Europee: da Vannacci a Sgarbi, a Rizzo, ne vedremo delle belle

di Giuseppe Ariola -


Si concluderà solo oggi la procedura di presentazione delle liste per le elezioni europee, ma le polemiche sono già scoppiate. Su tutte campeggia quella relativa alle candidature dei leader, da Meloni a Schlein, passando per Tajani e Calenda, che in ogni caso, non lasceranno i seggi italiani per quelli europei. Candidature, quindi, finalizzate a ‘tirare’ le liste dei rispettivi partiti e sulle quali sono piombate le critiche di chi, come Conte o Bonelli, non giocherà la partita delle europee in prima persona. Tra i moralizzatori figura anche Renzi, che però è candidato e correrà per l’Europarlamento all’ultimo posto in lista. Ma da Italia Viva ci tengono a far sapere che chi sarà eletto nelle liste di Stati Uniti d’Europa, composte in tandem con la Bonino, traslocherà a Bruxelles, ex segretario del Pd compreso. Sulla questione non si esprime invece Salvini chiamato però a domare quello che è già diventato il ‘fenomeno Vannacci’. Le uscite del generale fanno storcere il naso anche ad alcuni alti ranghi leghisti, sebbene questa candidatura potrebbe rappresentare un valore aggiunto per il Carroccio. Vannacci fa discutere, fa parlare di sé, rimbalza da un canale tv all’altro e, soprattutto, non fa una piega dinanzi alle critiche, anzi sembra uscirne più forte e tronfio. Se poi ci si mette anche il Pd a dargli una mano con i soliti autogol, come nel caso del manifesto con gli occhi del generale coperti da una banda con la scritta ‘ignoralo’, è chiaro che la sua popolarità può solo crescere. A tal proposito, Youtrend segnala come l’autore de Il mondo al contrario abbia ricevuto dalla stampa – da certi giornali in particolare, evidentemente in linea con le strategie masochiste del Pd – un’attenzione paragonabile a quella di un leader politico. Un altro candidato che farà certamente parlare di sé è poi Vittorio Sgarbi, catapultato a sorpresa nelle liste di FdI.

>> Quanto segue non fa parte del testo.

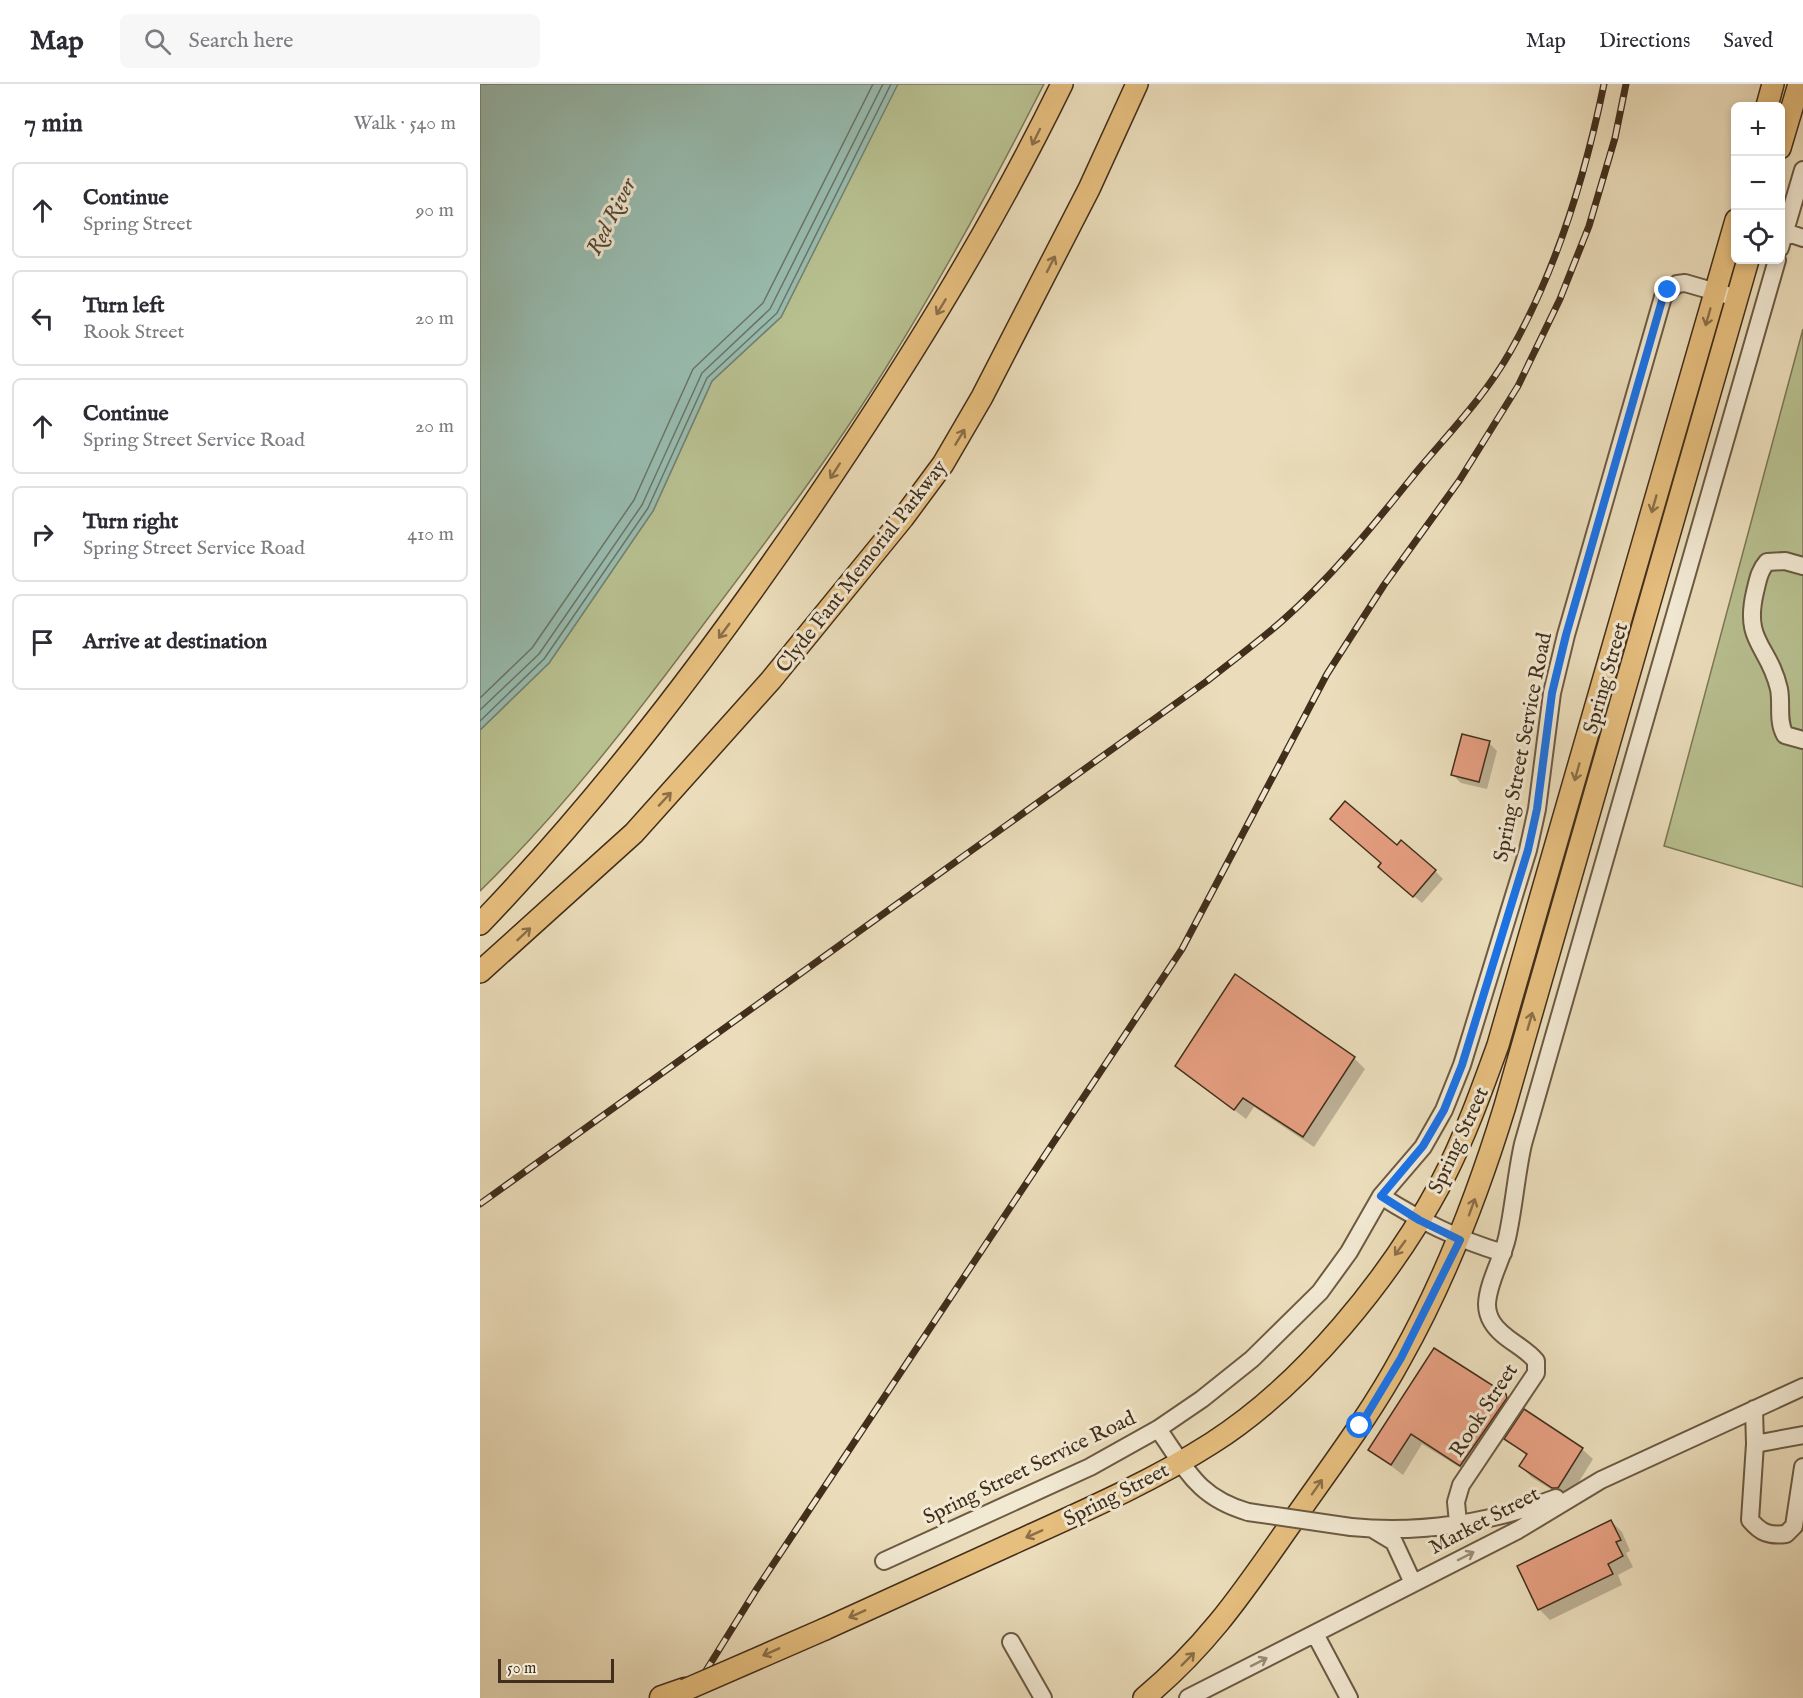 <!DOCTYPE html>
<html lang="en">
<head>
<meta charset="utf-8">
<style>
  body { margin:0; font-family:"IM FELL English",serif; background:#f7f7f7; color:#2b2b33 }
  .controls { position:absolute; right:18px; top:18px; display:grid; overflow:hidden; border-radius:9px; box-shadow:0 3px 9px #0003 }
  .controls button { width:54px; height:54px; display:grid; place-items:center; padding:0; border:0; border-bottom:2px solid #e1e1e2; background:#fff; color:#2b2b33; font:30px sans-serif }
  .scale { position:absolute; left:18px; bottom:15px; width:116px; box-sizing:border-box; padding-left:6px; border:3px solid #412e1b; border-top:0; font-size:16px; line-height:21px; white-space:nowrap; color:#412e1b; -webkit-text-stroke:4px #f2e9d3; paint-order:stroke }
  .stop { position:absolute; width:18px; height:18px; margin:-14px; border:4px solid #1a73e8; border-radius:50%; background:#fff }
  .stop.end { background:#1a73e8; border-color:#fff; box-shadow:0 2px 6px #0008 }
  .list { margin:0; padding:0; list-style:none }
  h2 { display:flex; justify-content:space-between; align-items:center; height:78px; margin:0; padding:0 24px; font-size:26px }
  h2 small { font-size:20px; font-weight:400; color:#7c7c81 }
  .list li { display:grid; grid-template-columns:39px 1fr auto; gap:18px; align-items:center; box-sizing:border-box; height:96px; margin:0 12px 12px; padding:0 12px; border:2px solid #e1e1e2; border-radius:9px }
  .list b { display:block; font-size:22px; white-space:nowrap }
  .list p { margin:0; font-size:20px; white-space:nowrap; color:#7c7c81 }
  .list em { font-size:20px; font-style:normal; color:#7c7c81 }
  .icon { flex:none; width:33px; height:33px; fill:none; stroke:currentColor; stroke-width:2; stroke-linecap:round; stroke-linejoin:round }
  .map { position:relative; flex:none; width:1323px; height:1614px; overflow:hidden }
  header { display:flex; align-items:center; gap:36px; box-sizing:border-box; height:84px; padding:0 30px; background:#fff; border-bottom:2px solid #e1e1e2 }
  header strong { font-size:28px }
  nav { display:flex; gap:33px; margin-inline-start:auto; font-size:21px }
  .search { width:420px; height:54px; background:#f7f7f7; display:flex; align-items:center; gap:15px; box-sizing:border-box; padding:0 21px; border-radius:9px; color:#7c7c81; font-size:22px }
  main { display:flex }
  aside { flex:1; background:#fff }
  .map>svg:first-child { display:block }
  .green { fill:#b8c090; stroke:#7c7756; stroke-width:1.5 }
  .water { fill:#98bcb0; stroke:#758374; stroke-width:1.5 }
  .shadow { fill:#0003 }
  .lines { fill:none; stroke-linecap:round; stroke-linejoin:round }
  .shore { stroke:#6c7566; stroke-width:1.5 }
  .building { fill:#e69f81; stroke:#412e1b; stroke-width:1.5 }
  .minor-casing { stroke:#6c5a43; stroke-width:20 }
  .major-casing { stroke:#412e1b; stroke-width:24 }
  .highway-casing { stroke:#412e1b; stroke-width:27 }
  .minor { stroke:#f2e9d3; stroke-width:16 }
  .major { stroke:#e6be7e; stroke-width:21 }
  .highway { stroke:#e6be7e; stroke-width:24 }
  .rail-casing { stroke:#412e1b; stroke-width:7 }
  .rail { stroke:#f2e9d3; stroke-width:4.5; stroke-dasharray:14; stroke-linecap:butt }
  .minor-bridge-casing { stroke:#6c5a43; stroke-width:20; stroke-linecap:butt }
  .major-bridge-casing { stroke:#412e1b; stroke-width:24; stroke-linecap:butt }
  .minor-bridge { stroke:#f2e9d3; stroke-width:16 }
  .major-bridge { stroke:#e6be7e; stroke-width:21 }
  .oneway { stroke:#8b6f48 }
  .oneway2 { stroke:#9a8c77 }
  .route { stroke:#1a73e8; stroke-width:8 }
  .labels { text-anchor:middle; stroke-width:6; stroke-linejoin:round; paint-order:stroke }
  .street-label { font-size:21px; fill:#412e1b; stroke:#f2e9d3 }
  .water-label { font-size:22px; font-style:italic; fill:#524a39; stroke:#f2e9d3 }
</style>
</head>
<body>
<header>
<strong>Map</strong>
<div class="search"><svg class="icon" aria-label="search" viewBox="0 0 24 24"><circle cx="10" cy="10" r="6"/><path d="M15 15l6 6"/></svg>Search here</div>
<nav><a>Map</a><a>Directions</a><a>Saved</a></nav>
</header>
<main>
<aside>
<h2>7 min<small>Walk · 540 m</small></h2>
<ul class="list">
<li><svg class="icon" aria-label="ahead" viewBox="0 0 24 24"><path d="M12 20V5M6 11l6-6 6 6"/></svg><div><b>Continue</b><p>Spring Street</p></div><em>90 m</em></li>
<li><svg class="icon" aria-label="left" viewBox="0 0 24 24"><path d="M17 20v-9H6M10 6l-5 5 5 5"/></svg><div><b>Turn left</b><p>Rook Street</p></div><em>20 m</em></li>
<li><svg class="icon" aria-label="ahead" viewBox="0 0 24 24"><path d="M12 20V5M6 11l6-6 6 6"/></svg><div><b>Continue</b><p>Spring Street Service Road</p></div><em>20 m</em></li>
<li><svg class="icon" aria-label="right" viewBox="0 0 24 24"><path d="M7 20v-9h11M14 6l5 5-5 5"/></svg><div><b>Turn right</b><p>Spring Street Service Road</p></div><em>410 m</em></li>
<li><svg class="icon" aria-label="arrive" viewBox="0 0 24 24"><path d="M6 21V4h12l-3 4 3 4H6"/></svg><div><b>Arrive at destination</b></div></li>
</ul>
</aside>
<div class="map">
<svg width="1323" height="1614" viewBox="0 0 1323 1614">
  <rect width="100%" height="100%" fill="#ebddbb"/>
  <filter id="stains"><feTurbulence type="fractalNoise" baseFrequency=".00333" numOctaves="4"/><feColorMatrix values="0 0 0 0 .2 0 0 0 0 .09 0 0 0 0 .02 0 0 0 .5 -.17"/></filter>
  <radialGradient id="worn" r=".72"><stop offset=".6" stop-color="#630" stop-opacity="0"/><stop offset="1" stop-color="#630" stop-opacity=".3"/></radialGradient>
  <path class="green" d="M417 0H564C515 96 464 191 407 282 352 371 289 454 226 537 156 631 84 725 0 807V646L69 579 173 427 232 297 301 233Z
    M1323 245V803L1184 762Z"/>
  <path class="water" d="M0 0H418L301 233 232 297 173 427 69 579 0 646Z"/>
  <path class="shadow" d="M1009 659 1017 667 1007 705 981 699 973 691Z
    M955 787 963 795 942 819 908 790Z
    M874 974 885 985 834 1063 774 1023 766 1035 697 982Z
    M1025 1311 1036 1322 992 1391 942 1360 923 1391 890 1366Z
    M1026 1355 1102 1365 1113 1375 1089 1414H1085L1051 1393 1041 1382 1047 1372Z
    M1131 1437 1142 1448 1150 1467 1146 1469 1153 1483 1138 1491 1142 1501 1070 1536 1060 1526 1039 1483Z"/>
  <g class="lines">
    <path class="shore" d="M0 614 52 564 154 416 213 285 283 219 393 0
      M0 626 59 570 162 421 222 289 290 225 403 0
      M0 637 64 575 168 424 227 294 297 229 411 0"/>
  </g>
  <path class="building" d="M982 650 1010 657 999 698 971 691Z
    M865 717 917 761 921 756 956 786 933 813 898 783 901 779 850 735Z
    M755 890 875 973 823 1053 763 1014 754 1026 695 982Z
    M954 1264 1026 1310 1027 1314 980 1382 931 1350 911 1381 888 1366Z
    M1044 1325 1103 1364 1078 1404H1072L1039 1382 1047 1370 1024 1355Z
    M1131 1436 1141 1456 1136 1458 1143 1472 1128 1480 1133 1490 1058 1526 1037 1482Z"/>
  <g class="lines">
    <defs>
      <path id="minor" d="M1305 148 1323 154
        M1300 164 1323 86
        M1323 482 1305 477 1287 478C1279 487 1278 496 1275 508 1263 559 1289 561 1299 605 1302 620 1297 637 1305 651L1323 656
        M901 1112C942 1138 977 1155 1023 1169
        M1274 1325 1275 1360 1270 1436C1281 1449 1289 1452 1306 1450L1314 1442 1323 1383
        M678 1345C707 1386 717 1413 768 1428
        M1275 1360 1323 1351
        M978 1439 976 1418 981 1401 1056 1289V1277C1044 1262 1022 1255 1012 1238 1009 1233 1007 1226 1007 1220 1008 1198 1022 1176 1027 1154 1034 1123 1036 1091 1043 1060L1297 176
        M871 1443C939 1450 1011 1439 1076 1414
        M894 1446 914 1458 933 1499
        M404 1477 610 1383 678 1345 722 1315 772 1275 840 1208 869 1168 901 1112 943 1063 964 1026 982 981 1048 766 1057 725 1072 609 1086 551 1183 213 1197 200 1205 199 1257 214
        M835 1550 869 1614
        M531 1558 563 1614
        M708 1614 1038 1446 1121 1396 1323 1303"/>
      <path id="major" d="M1287 22 1293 0
        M1300 64 1319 0
        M0 840C121 714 225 577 324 433 419 294 508 152 582 0
        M0 888 154 749 291 596 423 434 463 380 502 313 609 105 657 0
        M345 1545C413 1514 481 1483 549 1452 611 1424 674 1396 732 1359 823 1301 910 1194 961 1099 984 1055 1001 1008 1018 961L1256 136
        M664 1614C728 1561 763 1508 810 1441 848 1386 889 1333 921 1274 966 1194 998 1110 1025 1022L1268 176"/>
      <path id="highway" d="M182 1614 205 1606"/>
    </defs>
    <use href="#minor" class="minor-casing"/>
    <use href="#major" class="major-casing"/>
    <use href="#highway" class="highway-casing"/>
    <use href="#minor" class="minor"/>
    <use href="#major" class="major"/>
    <use href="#highway" class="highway"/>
    <defs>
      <path id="rail" d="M0 1120 727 597C752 577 778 558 802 537 853 492 895 439 938 386 970 348 1005 312 1030 268 1077 185 1105 93 1124 0
        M209 1614 276 1506 702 865 847 590 904 501 979 397 1038 302 1080 215 1109 142 1135 54 1146 0"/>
    </defs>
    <use href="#rail" class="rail-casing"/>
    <use href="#rail" class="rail"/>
    <defs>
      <path id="minor-bridge" d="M768 1428 871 1443"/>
      <path id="major-bridge" d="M205 1606 345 1545"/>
    </defs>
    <use href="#minor-bridge" class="minor-bridge-casing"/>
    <use href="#major-bridge" class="major-bridge-casing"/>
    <use href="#minor-bridge" class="minor-bridge"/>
    <use href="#major-bridge" class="major-bridge"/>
  </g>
  <defs><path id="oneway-shaft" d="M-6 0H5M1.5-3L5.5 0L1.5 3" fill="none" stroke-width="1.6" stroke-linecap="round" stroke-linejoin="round" transform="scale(1.5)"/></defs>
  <g class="oneway">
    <use href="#oneway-shaft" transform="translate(556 53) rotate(116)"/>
    <use href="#oneway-shaft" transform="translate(571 180) rotate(-63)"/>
    <use href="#oneway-shaft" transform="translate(461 223) rotate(121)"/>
    <use href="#oneway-shaft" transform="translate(1228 233) rotate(106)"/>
    <use href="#oneway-shaft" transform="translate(480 353) rotate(-59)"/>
    <use href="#oneway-shaft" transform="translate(355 387) rotate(123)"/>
    <use href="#oneway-shaft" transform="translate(1174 420) rotate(106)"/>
    <use href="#oneway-shaft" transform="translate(244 547) rotate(126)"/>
    <use href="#oneway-shaft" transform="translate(1097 688) rotate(106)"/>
    <use href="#oneway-shaft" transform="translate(185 715) rotate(-47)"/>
    <use href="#oneway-shaft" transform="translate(44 850) rotate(-43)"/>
    <use href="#oneway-shaft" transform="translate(1050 937) rotate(-74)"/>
    <use href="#oneway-shaft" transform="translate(992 1123) rotate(-70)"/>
    <use href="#oneway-shaft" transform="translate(920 1164) rotate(126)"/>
    <use href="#oneway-shaft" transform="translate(837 1403) rotate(-55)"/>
    <use href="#oneway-shaft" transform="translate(554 1450) rotate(156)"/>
    <use href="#oneway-shaft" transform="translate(377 1530) rotate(156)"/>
    <use href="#oneway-shaft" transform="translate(291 1568) rotate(156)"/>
    <use href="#oneway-shaft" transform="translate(708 1575) rotate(-45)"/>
  </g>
  <g class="oneway2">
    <use href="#oneway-shaft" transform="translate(986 1472) rotate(-27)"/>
    <use href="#oneway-shaft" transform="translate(779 1578) rotate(-27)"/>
  </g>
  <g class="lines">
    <path class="route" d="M880 1342 921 1274 980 1156 939 1136 901 1112 943 1062 964 1026 982 981 1048 766 1057 725 1072 609 1086 551 1183 213 1188 206"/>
  </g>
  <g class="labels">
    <g class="street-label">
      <text transform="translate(381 482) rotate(-52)" y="7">Clyde Fant Memorial Parkway</text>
      <text transform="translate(1125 594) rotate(-74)" y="7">Spring Street</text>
      <text transform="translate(1042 663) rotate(-79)" y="7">Spring Street Service Road</text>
      <text transform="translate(978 1056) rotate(-65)" y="7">Spring Street</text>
      <text transform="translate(1003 1326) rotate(-57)" y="7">Rook Street</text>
      <text transform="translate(549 1383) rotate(-26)" y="7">Spring Street Service Road</text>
      <text transform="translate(636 1410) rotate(-27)" y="7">Spring Street</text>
      <text transform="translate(1004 1436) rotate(-28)" y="7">Market Street</text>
    </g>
    <g class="water-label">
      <text transform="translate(130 132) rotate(-63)" y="8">Red River</text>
    </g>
  </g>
  <rect width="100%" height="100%" filter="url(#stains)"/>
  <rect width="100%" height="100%" fill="url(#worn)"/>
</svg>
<div class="controls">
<button>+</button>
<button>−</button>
<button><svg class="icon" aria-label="locate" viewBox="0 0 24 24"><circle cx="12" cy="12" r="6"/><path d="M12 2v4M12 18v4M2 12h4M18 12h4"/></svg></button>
</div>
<div class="scale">50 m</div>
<div class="stop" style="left:880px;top:1342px"></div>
<div class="stop end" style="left:1188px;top:206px"></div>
</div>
</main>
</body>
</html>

Sul fronte dei tecnicismi, è poi degna di nota la protesta del rivoluzionario Rizzo che vistosi negare un ulteriore taglio delle firme necessarie alla presentazione delle liste, per la “ferma contrarietà” di altri partiti minori trapela da Palazzo Chigi, ha annunciato che il suo movimento “anti-sistema” sarà presente solamente nelle circoscrizioni Sud e Centro, dove l’impresa di raccogliere le sottoscrizioni necessarie è stata raggiunta solo grazie al contributo del discusso sindaco di Terni Bandecchi.
Una cosa è certa, con queste premesse, in campagna elettorale ne vedremo delle belle.